## BRIEF
Below are some records; find each line that carries the word "absolute" and copy it.

## MATERIAL SUPPLIED

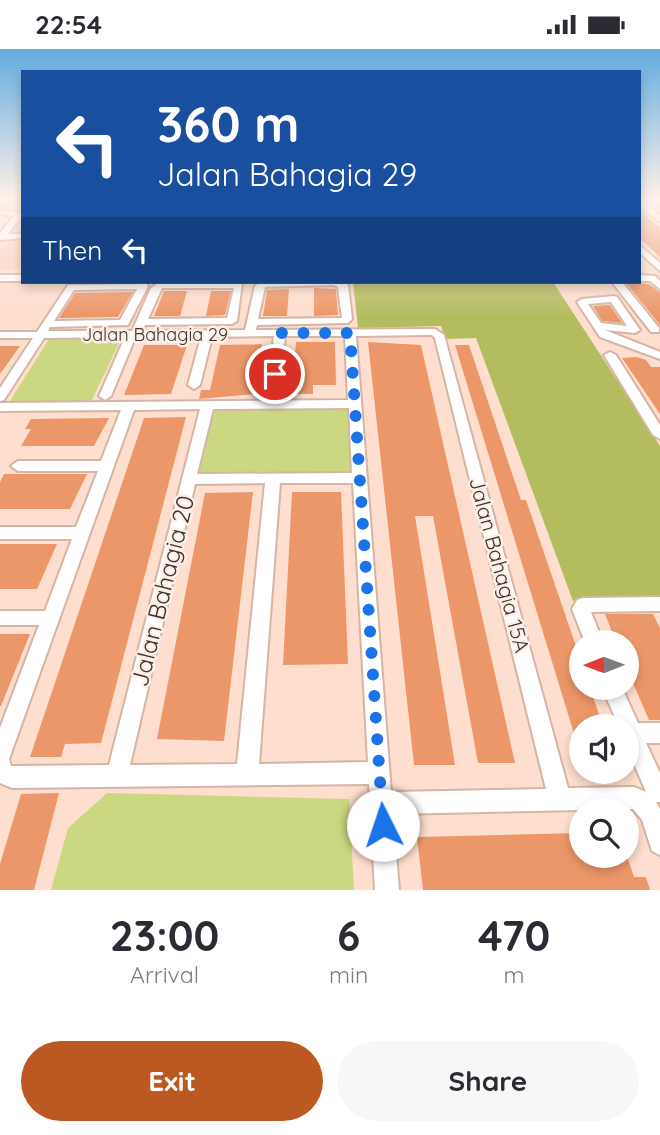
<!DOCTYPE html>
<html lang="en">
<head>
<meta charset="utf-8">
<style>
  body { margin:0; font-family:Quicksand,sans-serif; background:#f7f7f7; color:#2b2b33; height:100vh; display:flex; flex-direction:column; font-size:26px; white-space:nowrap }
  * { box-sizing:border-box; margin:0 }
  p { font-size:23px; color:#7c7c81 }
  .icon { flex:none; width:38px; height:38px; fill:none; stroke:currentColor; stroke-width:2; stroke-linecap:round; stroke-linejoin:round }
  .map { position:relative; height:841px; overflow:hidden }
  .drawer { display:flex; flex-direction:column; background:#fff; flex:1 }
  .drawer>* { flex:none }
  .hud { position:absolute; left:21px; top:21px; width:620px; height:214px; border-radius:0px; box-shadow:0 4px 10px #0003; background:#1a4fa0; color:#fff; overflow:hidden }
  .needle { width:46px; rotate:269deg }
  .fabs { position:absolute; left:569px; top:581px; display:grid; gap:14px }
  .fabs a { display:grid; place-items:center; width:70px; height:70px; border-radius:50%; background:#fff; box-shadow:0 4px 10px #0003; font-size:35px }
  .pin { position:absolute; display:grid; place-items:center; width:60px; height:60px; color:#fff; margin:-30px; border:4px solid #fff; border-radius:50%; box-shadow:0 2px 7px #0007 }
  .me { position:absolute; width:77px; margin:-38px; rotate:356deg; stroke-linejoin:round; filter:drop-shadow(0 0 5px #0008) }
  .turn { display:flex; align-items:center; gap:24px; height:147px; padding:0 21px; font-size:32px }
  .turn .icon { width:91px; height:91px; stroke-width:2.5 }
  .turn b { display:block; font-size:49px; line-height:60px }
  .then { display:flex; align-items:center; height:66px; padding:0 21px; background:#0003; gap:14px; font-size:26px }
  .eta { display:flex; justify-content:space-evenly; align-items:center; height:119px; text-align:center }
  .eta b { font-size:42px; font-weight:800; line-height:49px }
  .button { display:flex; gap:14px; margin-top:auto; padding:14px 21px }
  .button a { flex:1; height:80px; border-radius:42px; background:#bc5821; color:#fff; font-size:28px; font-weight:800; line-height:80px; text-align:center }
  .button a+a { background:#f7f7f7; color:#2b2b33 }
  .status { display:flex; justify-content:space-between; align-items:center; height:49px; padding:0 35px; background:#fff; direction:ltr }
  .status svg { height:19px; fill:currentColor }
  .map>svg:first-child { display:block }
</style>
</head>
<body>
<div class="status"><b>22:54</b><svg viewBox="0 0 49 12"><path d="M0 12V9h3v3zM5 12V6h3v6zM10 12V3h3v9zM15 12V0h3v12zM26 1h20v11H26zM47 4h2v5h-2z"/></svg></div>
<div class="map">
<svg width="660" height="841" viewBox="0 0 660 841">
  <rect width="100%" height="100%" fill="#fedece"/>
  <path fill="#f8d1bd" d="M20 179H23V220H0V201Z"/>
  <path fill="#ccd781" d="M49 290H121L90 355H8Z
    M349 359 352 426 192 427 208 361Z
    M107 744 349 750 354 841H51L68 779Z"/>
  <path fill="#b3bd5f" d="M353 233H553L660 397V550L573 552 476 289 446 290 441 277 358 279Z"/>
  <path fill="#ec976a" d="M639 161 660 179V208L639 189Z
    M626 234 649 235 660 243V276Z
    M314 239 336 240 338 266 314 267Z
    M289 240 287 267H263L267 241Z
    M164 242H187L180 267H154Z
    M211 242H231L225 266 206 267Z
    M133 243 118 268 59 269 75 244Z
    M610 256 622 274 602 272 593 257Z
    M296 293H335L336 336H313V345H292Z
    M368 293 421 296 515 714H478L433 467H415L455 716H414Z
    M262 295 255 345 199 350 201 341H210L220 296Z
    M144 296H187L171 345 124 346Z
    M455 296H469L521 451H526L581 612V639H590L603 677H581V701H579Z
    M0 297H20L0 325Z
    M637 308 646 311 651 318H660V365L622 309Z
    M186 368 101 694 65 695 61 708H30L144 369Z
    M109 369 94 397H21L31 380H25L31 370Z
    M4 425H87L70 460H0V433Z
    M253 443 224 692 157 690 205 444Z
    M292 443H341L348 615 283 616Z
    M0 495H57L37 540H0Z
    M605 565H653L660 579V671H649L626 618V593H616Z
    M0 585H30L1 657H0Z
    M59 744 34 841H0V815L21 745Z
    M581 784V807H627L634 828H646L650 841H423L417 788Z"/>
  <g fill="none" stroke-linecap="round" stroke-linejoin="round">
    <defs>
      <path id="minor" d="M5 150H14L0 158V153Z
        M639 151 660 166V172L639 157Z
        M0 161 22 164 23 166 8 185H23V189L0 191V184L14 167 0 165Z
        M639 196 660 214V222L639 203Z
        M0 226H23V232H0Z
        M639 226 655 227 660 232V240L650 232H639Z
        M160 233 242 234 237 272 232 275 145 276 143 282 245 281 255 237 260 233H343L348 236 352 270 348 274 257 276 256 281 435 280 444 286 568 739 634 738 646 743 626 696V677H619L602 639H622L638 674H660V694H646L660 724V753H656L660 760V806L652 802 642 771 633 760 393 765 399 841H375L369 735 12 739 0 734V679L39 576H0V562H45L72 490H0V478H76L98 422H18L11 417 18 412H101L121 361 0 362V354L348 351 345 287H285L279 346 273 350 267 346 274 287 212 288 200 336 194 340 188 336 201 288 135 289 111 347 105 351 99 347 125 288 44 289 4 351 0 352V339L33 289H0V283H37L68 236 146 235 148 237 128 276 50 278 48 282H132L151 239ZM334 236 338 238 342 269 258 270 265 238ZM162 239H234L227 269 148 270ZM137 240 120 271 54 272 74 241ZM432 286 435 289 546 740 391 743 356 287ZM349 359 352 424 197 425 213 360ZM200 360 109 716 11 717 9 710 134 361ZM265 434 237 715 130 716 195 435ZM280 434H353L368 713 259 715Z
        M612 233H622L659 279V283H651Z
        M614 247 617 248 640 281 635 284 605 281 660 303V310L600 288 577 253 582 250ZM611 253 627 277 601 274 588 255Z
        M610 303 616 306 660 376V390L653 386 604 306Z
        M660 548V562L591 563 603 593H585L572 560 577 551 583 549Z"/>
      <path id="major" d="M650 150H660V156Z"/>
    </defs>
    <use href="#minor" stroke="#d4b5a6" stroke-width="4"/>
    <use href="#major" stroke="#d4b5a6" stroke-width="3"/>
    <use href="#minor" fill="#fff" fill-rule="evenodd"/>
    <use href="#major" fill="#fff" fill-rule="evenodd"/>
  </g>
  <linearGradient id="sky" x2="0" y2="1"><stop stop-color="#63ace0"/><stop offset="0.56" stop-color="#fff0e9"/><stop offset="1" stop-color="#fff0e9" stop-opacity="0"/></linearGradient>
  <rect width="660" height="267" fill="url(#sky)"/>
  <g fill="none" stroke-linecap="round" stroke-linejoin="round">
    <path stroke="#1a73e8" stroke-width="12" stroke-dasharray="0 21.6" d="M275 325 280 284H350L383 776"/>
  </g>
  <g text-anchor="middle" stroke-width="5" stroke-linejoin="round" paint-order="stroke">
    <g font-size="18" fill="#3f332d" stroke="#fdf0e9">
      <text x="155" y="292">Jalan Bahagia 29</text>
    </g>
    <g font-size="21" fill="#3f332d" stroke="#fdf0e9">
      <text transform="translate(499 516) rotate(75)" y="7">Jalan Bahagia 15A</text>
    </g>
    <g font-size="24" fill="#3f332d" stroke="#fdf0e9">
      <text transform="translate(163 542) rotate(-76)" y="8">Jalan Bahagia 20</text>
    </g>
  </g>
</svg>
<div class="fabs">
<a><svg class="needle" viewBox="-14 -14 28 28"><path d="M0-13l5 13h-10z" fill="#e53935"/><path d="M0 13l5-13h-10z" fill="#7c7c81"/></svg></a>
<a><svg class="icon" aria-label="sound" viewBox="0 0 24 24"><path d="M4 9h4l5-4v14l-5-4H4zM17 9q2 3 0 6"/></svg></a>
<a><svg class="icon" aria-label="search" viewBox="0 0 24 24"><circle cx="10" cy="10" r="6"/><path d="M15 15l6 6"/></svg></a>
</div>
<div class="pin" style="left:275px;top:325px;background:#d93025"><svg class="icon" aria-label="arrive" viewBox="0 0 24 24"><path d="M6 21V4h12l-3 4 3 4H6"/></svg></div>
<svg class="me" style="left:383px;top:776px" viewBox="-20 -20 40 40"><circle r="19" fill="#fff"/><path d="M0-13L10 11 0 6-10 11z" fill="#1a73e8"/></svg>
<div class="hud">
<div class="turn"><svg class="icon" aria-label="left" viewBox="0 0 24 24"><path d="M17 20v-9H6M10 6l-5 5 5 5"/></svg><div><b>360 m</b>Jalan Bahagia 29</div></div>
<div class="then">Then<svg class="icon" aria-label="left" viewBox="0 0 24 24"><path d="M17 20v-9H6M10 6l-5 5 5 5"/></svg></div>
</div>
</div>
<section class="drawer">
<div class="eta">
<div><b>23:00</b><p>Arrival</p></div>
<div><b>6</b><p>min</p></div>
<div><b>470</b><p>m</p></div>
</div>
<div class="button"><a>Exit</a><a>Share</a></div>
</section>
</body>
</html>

## RESULT FOR THIS TASK
  .hud { position:absolute; left:21px; top:21px; width:620px; height:214px; border-radius:0px; box-shadow:0 4px 10px #0003; background:#1a4fa0; color:#fff; overflow:hidden }
  .fabs { position:absolute; left:569px; top:581px; display:grid; gap:14px }
  .pin { position:absolute; display:grid; place-items:center; width:60px; height:60px; color:#fff; margin:-30px; border:4px solid #fff; border-radius:50%; box-shadow:0 2px 7px #0007 }
  .me { position:absolute; width:77px; margin:-38px; rotate:356deg; stroke-linejoin:round; filter:drop-shadow(0 0 5px #0008) }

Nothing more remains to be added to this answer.